Von Horst von Buttlar

30.04.2011

Einst strotzten die USA vor Kraft. Doch der optimistische Grundton ist einem ängstlichen Knirschen gewichen, das man als Deutscher nur allzu gut kennt. Anzeige

Auf den ersten Blick: alles gut, alles wie immer. Noch immer ist alles viel zu groß, die Kühlschränke, die Fernseher, die Chipstüten, noch immer ist jedes Glas viel zu voll mit Eiswürfeln. Die Geländewagen haben das Ausmaß eines kleinen Reihenhauses, um das Soßenregal im Supermarkt abzuschreiten, plane ich einen Tagesmarsch ein.

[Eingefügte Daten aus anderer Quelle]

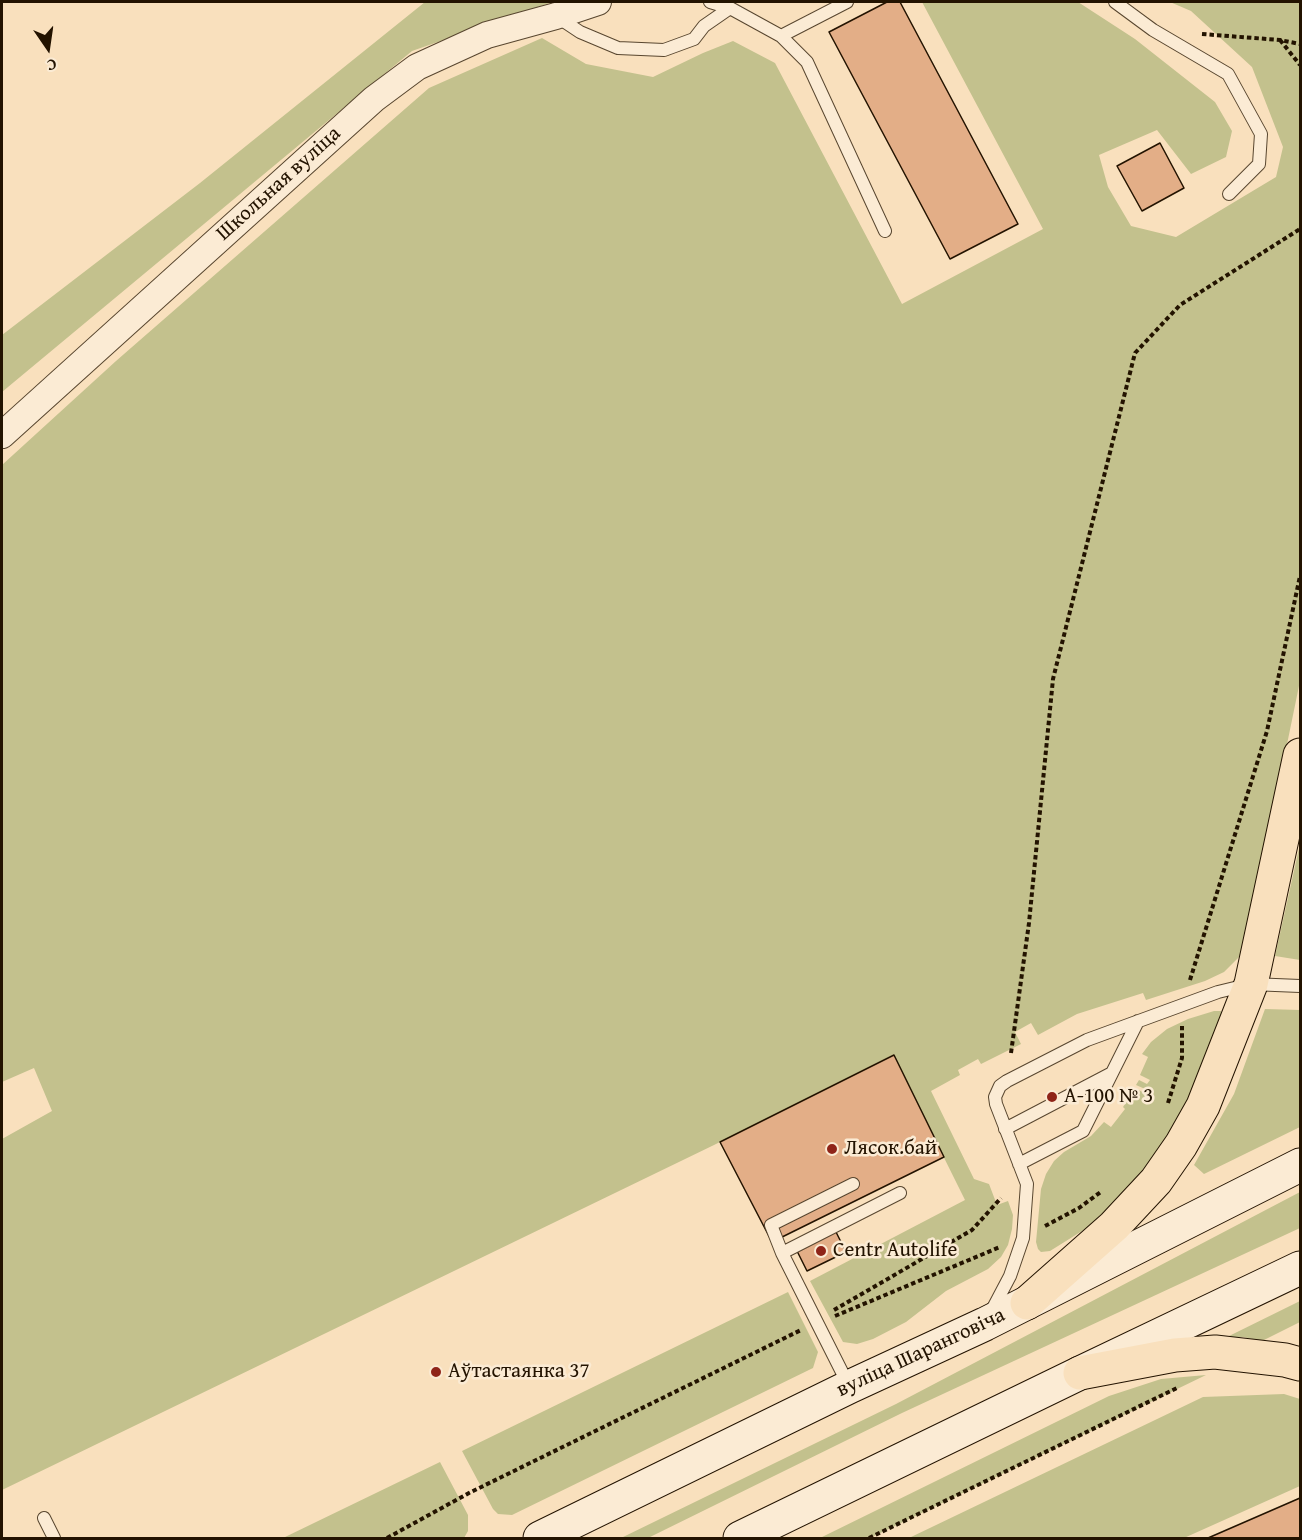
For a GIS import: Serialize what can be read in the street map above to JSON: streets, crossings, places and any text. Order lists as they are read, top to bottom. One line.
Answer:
{"streets":{"main road":["вуліца Шаранговіча"],"street":["Школьная вуліца"]},"places":["А-100 № 3","Лясок.бай","Centr Autolife","Аўтастаянка 37"],"north":"bottom"}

Noch immer diese herrlichen Erzählungen: “And he was like: Hello? And I was like: Oh my God! And he was like: Yeah, right.”

Noch immer dieses Fernsehen, bei dem man nicht weiß, ob gerade Werbung läuft oder Nachrichten. Der öffentliche Nahverkehr: immer noch schlecht. Die neuen Staffeln von welcher Serie auch immer: grandios.

Natürlich hat sich auch vieles verändert: Auf den Toiletten in den Restaurants hängen jetzt Schilder, dass sich Angestellte “mindestens 20 Sekunden” die Hände waschen müssen, bevor sie zurück an die Arbeit gehen. Ein Teil des Plastikgeschirrs wird recycelt. Auf einem Cookie stehen jetzt die Kalorien.

Doch wenn ich genauer hinhöre in diesem Land, in dem ich seit Januar lebe, erkenne ich dieses Geräusch, mit dem ich in Deutschland aufgewachsen bin: Knirschen. Knirschen als Grundton der öffentlichen Debatte. Selbstzweifel, Angst, ewige Selbstbeschäftigung mit dem Abstieg. Untergang, überall.

Als ich 1995 für ein Jahr in den USA studierte, war die Kraft des Landes unermesslich. Die Sowjets waren verschwunden, die Inflation war niedrig, es gab Jobs, Jobs, Jobs, bald sogar Haushaltsüberschüsse, mehrere Jahre hintereinander. Alan Greenspan und Bill Clinton schienen den Heiligen Gral der Wirtschaft gefunden zu haben.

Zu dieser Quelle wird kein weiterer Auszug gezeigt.